(INPUT FOR THIS TASK begins)

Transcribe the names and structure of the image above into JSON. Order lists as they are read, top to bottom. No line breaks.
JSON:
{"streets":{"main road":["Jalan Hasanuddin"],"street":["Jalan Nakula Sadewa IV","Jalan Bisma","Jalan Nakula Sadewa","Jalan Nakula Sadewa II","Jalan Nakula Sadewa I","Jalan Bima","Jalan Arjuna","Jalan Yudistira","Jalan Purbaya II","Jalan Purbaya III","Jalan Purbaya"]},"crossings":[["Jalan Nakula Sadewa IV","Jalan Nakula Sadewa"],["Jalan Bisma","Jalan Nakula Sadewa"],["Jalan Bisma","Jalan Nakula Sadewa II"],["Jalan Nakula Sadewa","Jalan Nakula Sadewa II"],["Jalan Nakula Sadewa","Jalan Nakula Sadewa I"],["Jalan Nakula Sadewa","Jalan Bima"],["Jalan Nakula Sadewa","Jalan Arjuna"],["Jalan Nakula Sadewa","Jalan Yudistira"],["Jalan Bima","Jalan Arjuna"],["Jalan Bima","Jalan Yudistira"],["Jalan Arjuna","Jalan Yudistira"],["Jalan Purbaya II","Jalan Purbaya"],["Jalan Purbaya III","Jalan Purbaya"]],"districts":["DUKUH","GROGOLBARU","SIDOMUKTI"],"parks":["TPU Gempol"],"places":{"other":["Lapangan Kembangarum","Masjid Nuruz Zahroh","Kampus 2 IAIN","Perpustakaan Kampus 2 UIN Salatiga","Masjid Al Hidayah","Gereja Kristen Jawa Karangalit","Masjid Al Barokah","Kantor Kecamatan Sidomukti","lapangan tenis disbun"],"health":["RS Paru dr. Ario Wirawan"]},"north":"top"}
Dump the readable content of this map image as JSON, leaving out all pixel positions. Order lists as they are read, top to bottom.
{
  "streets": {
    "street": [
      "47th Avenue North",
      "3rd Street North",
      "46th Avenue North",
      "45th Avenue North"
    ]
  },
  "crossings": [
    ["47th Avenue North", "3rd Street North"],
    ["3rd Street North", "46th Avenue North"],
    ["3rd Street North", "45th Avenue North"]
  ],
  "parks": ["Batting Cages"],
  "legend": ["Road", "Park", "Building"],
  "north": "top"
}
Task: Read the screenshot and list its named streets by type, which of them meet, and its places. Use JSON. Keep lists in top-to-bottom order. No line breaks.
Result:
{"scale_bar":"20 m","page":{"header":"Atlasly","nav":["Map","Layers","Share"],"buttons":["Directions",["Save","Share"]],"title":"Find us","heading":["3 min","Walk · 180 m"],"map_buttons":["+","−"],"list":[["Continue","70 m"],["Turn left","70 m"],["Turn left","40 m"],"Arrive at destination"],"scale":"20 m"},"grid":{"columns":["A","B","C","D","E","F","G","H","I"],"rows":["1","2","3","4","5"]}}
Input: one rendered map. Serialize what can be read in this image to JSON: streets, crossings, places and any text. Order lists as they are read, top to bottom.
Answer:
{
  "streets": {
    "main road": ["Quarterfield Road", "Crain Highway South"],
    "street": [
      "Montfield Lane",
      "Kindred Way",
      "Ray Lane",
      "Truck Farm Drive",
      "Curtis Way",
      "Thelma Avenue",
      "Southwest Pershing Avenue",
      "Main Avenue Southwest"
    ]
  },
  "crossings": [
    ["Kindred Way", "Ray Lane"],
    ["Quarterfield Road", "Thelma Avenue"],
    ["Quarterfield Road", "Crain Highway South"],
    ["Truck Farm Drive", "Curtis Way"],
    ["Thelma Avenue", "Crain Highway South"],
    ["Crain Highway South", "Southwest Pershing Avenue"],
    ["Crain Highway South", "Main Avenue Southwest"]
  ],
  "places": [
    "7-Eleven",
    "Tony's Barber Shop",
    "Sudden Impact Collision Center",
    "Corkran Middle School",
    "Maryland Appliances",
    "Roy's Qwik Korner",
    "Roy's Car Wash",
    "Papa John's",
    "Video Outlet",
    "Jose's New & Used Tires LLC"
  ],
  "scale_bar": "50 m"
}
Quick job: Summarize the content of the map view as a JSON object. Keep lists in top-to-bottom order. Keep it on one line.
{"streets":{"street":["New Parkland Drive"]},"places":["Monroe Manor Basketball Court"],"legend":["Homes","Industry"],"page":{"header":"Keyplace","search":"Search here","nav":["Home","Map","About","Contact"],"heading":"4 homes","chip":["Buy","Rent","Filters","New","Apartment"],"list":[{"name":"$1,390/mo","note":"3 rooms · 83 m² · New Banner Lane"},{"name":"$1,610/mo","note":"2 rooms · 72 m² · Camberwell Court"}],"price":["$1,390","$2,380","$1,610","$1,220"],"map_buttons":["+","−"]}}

(INPUT FOR THIS TASK ends)

ABOUT THIS TASK | Above are the records; copy each line from them that includes the string "breaks".

PROBLEM SOLUTION |
Transcribe the names and structure of the image above into JSON. Order lists as they are read, top to bottom. No line breaks.
Task: Read the screenshot and list its named streets by type, which of them meet, and its places. Use JSON. Keep lists in top-to-bottom order. No line breaks.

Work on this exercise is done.